* _WHAT IS REQUIRED_
The answer must consist of every line in the data below that holds the word "lineWidth".
---------- DATASET EXCERPTS
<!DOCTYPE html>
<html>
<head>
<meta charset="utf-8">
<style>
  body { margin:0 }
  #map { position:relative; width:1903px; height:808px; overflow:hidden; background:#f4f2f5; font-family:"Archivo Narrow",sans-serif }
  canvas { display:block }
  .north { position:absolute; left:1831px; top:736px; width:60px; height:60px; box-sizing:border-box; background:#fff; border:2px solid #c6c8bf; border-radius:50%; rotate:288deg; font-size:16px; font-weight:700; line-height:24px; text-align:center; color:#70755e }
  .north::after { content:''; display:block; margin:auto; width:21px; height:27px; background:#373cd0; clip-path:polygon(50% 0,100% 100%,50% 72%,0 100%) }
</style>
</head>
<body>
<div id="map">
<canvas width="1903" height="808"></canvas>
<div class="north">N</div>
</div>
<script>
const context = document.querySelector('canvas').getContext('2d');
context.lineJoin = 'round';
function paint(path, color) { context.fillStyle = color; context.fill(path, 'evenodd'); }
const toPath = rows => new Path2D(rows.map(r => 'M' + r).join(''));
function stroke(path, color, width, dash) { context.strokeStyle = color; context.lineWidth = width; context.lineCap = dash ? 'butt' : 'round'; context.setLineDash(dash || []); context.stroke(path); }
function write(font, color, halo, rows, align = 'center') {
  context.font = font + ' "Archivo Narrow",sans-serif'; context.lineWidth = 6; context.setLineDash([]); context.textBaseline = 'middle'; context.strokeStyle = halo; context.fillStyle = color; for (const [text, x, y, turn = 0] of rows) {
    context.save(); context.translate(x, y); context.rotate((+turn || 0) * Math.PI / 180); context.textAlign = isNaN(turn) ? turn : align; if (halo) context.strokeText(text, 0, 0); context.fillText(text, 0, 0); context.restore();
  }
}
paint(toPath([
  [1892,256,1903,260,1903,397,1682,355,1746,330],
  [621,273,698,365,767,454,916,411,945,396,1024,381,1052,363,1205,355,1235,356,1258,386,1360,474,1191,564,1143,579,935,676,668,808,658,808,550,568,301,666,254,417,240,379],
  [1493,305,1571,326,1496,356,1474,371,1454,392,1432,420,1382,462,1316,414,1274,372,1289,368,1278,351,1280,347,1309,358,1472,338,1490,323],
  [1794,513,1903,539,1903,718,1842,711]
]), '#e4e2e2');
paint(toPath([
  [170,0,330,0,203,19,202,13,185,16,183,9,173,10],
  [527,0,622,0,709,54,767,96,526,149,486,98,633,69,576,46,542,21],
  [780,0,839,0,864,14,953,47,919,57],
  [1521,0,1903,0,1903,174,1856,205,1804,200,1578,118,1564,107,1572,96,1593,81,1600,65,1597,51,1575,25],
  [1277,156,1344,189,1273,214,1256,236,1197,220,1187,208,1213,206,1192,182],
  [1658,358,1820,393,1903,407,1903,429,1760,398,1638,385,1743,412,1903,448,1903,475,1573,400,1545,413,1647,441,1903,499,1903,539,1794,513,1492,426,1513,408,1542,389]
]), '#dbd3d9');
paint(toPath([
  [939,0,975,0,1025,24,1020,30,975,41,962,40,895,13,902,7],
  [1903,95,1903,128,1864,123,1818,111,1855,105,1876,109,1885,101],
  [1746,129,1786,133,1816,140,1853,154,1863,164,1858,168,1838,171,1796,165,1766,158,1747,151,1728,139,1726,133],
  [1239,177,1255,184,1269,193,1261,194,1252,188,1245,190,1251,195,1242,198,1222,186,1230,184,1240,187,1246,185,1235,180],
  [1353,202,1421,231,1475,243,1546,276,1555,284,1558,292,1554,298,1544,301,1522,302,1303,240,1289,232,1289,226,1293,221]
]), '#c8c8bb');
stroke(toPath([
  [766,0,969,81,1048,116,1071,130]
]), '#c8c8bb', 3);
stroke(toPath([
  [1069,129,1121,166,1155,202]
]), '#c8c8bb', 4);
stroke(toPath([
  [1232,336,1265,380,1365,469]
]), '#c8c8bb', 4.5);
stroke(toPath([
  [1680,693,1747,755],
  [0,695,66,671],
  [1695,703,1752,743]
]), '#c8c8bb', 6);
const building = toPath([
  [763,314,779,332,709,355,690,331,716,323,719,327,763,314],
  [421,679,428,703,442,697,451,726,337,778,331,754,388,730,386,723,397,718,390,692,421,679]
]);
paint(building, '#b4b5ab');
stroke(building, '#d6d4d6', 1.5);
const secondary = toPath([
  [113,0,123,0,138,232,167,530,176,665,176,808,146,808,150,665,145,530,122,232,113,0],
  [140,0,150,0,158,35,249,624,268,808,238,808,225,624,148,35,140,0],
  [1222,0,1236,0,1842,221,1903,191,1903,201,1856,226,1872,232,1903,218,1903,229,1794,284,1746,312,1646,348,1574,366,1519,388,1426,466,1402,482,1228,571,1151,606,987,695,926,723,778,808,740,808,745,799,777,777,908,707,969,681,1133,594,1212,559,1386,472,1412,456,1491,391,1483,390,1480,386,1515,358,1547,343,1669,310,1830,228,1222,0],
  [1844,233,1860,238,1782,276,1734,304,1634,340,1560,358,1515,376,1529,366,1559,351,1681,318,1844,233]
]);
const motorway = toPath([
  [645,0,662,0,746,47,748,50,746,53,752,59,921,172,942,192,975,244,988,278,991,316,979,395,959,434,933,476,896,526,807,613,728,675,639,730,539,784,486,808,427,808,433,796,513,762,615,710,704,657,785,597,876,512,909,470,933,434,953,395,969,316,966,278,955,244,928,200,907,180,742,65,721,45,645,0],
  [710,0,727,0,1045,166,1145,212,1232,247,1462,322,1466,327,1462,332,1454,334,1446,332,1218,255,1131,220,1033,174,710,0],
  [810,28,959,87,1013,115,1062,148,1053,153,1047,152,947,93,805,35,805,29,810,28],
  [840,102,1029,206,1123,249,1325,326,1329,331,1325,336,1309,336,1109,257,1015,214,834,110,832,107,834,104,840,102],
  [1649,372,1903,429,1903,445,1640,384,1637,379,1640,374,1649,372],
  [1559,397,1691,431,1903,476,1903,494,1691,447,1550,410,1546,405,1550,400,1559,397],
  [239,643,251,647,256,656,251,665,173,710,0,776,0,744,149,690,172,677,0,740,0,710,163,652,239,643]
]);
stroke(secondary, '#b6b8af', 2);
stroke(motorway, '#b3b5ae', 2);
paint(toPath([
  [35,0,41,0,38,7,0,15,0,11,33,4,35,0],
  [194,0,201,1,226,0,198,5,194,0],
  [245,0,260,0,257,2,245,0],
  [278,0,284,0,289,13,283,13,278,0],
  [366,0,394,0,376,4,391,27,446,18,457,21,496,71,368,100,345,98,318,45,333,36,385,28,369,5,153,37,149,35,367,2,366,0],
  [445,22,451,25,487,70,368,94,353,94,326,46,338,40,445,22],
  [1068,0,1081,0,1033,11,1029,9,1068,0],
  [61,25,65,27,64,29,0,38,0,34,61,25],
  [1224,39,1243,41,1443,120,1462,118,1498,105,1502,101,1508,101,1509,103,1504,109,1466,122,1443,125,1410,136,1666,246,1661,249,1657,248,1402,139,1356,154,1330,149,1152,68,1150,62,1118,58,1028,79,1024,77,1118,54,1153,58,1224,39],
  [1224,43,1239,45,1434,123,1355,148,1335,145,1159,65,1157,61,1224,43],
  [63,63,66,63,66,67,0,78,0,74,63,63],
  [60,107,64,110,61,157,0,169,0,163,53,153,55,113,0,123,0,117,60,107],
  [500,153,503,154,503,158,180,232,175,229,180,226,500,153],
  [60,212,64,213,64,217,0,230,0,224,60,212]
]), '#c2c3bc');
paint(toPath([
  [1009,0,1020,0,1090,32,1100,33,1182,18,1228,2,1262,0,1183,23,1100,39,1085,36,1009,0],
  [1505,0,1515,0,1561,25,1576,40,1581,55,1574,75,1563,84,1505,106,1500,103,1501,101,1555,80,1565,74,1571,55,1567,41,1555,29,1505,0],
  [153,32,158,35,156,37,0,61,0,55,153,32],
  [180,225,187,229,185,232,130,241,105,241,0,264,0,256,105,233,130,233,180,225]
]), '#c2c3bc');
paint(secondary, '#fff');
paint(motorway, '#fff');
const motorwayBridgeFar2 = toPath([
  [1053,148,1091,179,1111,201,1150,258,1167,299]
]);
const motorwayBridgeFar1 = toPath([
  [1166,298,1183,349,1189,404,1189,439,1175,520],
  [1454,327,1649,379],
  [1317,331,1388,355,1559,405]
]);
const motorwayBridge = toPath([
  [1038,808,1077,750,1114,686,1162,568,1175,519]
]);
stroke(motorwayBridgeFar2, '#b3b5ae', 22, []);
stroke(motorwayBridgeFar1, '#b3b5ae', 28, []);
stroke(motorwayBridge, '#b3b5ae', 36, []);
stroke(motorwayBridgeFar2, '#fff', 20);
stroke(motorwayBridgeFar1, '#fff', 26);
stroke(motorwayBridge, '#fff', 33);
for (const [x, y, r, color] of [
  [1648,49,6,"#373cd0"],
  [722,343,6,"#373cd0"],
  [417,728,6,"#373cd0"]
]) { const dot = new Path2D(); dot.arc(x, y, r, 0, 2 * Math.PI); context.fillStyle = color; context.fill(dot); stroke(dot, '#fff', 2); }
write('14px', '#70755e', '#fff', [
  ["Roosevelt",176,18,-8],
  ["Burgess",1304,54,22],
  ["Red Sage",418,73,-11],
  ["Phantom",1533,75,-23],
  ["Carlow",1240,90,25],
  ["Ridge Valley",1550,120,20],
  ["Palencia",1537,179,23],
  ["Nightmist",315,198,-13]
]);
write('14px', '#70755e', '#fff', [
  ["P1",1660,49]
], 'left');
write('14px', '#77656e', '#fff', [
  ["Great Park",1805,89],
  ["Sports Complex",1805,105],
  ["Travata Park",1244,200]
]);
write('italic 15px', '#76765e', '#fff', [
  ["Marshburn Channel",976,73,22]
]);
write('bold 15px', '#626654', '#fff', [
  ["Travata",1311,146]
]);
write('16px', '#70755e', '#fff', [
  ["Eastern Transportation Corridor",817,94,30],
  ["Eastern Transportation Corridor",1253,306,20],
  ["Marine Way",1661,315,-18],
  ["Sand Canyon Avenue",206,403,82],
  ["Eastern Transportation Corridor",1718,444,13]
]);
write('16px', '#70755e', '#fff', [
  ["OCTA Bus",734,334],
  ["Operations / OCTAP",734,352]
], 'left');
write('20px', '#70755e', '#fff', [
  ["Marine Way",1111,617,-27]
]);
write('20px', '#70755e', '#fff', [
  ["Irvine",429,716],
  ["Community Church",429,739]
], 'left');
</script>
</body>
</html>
--------------------
* _TASK RESULT_
function stroke(path, color, width, dash) { context.strokeStyle = color; context.lineWidth = width; context.lineCap = dash ? 'butt' : 'round'; context.setLineDash(dash || []); context.stroke(path); }
  context.font = font + ' "Archivo Narrow",sans-serif'; context.lineWidth = 6; context.setLineDash([]); context.textBaseline = 'middle'; context.strokeStyle = halo; context.fillStyle = color; for (const [text, x, y, turn = 0] of rows) {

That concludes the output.